- [Data for analysis]:

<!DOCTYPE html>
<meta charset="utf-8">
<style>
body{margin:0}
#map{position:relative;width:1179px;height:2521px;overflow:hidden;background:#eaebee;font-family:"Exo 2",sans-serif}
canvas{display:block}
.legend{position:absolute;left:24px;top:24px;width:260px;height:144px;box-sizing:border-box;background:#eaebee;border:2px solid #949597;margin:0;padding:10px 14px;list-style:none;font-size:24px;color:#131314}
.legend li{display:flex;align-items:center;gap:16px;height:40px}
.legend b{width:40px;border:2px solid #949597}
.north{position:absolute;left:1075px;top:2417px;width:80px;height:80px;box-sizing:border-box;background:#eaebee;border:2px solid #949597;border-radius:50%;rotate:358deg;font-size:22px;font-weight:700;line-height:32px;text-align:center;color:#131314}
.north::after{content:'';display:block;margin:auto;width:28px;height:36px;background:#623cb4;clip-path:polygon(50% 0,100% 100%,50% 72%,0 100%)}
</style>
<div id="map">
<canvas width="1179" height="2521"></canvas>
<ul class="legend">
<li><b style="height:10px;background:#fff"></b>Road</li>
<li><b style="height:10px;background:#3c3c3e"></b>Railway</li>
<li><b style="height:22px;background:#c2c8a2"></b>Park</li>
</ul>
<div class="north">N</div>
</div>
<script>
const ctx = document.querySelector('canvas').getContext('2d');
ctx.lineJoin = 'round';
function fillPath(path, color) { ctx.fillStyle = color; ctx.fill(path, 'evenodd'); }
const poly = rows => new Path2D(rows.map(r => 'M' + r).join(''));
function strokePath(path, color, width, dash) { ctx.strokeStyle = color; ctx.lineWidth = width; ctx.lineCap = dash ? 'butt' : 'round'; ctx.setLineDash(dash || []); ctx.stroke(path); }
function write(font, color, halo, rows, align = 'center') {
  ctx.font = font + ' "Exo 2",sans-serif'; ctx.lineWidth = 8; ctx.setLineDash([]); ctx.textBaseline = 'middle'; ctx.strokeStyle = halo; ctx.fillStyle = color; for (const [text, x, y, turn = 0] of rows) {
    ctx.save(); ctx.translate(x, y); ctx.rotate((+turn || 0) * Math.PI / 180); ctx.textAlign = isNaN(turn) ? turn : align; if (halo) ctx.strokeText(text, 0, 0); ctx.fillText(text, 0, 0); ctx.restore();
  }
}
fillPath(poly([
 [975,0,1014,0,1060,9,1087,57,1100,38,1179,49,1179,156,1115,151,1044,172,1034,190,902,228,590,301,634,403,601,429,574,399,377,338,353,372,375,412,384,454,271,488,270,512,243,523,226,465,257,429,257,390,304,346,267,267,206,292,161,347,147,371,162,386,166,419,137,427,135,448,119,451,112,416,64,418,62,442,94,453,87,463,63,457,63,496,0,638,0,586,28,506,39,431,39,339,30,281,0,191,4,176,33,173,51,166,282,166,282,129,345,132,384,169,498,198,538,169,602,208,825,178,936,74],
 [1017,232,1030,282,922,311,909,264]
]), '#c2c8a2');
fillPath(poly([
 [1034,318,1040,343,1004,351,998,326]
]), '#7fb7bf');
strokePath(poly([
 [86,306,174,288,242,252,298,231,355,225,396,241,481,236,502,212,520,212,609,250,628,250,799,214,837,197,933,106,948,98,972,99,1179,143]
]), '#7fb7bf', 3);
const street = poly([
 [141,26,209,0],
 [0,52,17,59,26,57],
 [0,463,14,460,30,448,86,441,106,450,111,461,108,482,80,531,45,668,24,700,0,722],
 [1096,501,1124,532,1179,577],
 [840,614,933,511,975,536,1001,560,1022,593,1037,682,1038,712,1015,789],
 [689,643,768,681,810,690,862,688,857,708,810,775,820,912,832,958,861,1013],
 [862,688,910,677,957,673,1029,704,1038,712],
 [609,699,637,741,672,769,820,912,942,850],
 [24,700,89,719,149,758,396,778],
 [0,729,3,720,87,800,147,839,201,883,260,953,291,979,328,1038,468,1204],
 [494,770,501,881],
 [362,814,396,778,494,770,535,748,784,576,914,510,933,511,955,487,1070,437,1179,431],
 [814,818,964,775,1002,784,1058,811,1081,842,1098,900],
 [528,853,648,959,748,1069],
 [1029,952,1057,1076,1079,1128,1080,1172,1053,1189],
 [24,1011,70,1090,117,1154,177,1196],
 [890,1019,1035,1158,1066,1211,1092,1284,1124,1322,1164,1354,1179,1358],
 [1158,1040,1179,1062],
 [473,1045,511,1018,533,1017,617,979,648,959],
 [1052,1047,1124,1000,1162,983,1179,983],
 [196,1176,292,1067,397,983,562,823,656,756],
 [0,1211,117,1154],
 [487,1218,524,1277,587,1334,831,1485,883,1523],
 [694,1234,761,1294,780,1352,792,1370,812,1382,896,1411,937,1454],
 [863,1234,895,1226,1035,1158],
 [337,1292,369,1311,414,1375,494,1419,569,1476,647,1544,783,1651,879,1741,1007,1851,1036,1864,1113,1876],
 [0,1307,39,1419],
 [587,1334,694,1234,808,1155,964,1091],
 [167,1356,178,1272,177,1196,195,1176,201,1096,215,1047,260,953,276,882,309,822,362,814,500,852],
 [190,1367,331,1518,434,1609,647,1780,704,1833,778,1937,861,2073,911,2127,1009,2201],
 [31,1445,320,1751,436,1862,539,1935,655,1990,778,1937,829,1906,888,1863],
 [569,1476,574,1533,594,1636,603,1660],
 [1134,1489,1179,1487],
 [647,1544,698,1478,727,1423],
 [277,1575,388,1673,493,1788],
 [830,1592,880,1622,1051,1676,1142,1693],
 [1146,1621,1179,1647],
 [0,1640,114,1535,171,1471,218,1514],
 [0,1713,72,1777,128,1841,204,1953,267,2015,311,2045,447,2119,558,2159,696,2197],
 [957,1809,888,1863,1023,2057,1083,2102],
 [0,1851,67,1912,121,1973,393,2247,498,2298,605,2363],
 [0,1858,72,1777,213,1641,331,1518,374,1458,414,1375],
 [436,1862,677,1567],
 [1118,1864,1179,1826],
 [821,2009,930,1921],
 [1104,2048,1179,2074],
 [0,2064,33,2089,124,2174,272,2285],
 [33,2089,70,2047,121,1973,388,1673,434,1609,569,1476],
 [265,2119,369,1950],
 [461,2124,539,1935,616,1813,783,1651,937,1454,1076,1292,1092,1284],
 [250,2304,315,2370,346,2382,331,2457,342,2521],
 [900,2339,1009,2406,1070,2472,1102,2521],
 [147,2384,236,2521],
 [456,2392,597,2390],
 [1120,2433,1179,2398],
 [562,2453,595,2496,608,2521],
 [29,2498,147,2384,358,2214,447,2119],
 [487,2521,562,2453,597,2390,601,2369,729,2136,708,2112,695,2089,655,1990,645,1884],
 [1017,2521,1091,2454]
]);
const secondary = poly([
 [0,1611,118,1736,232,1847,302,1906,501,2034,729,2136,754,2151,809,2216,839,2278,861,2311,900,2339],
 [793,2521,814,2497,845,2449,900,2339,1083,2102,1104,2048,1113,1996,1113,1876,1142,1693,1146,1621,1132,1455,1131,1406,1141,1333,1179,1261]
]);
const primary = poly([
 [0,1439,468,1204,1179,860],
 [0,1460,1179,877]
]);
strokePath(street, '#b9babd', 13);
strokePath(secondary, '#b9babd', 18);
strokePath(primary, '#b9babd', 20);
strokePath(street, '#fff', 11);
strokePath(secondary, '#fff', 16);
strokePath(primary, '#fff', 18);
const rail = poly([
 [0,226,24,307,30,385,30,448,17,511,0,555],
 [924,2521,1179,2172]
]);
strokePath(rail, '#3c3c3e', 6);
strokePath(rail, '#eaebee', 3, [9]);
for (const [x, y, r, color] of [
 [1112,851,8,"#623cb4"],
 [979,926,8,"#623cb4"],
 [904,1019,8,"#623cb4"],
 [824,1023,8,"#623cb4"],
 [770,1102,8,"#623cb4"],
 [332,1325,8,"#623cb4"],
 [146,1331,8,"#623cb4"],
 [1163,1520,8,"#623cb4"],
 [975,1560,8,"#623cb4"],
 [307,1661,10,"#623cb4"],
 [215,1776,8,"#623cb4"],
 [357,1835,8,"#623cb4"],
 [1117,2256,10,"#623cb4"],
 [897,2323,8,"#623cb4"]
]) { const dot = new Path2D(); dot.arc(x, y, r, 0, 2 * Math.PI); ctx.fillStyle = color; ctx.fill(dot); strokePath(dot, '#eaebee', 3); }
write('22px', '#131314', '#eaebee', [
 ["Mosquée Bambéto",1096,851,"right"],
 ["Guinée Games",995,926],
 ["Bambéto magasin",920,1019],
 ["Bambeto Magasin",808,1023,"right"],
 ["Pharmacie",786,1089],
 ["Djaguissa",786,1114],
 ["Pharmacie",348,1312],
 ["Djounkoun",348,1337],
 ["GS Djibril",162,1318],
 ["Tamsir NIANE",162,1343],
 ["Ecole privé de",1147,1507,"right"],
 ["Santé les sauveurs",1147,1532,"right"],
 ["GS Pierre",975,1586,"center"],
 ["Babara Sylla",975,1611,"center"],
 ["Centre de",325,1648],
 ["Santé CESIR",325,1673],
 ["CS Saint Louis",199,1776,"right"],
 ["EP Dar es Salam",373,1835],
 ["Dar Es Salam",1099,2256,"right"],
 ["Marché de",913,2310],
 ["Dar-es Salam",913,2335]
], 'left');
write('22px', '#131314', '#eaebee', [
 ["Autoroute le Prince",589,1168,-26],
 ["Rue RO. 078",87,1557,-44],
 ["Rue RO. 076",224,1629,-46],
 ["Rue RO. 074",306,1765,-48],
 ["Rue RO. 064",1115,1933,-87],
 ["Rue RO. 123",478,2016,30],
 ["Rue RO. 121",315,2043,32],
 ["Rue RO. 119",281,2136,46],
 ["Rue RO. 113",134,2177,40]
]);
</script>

- [Problem to solve]: The lines to retype, exactly and only, run from the first line of the material through the line with "ctx.lineJoin = 'round';".

- [The completed task]:
<!DOCTYPE html>
<meta charset="utf-8">
<style>
body{margin:0}
#map{position:relative;width:1179px;height:2521px;overflow:hidden;background:#eaebee;font-family:"Exo 2",sans-serif}
canvas{display:block}
.legend{position:absolute;left:24px;top:24px;width:260px;height:144px;box-sizing:border-box;background:#eaebee;border:2px solid #949597;margin:0;padding:10px 14px;list-style:none;font-size:24px;color:#131314}
.legend li{display:flex;align-items:center;gap:16px;height:40px}
.legend b{width:40px;border:2px solid #949597}
.north{position:absolute;left:1075px;top:2417px;width:80px;height:80px;box-sizing:border-box;background:#eaebee;border:2px solid #949597;border-radius:50%;rotate:358deg;font-size:22px;font-weight:700;line-height:32px;text-align:center;color:#131314}
.north::after{content:'';display:block;margin:auto;width:28px;height:36px;background:#623cb4;clip-path:polygon(50% 0,100% 100%,50% 72%,0 100%)}
</style>
<div id="map">
<canvas width="1179" height="2521"></canvas>
<ul class="legend">
<li><b style="height:10px;background:#fff"></b>Road</li>
<li><b style="height:10px;background:#3c3c3e"></b>Railway</li>
<li><b style="height:22px;background:#c2c8a2"></b>Park</li>
</ul>
<div class="north">N</div>
</div>
<script>
const ctx = document.querySelector('canvas').getContext('2d');
ctx.lineJoin = 'round';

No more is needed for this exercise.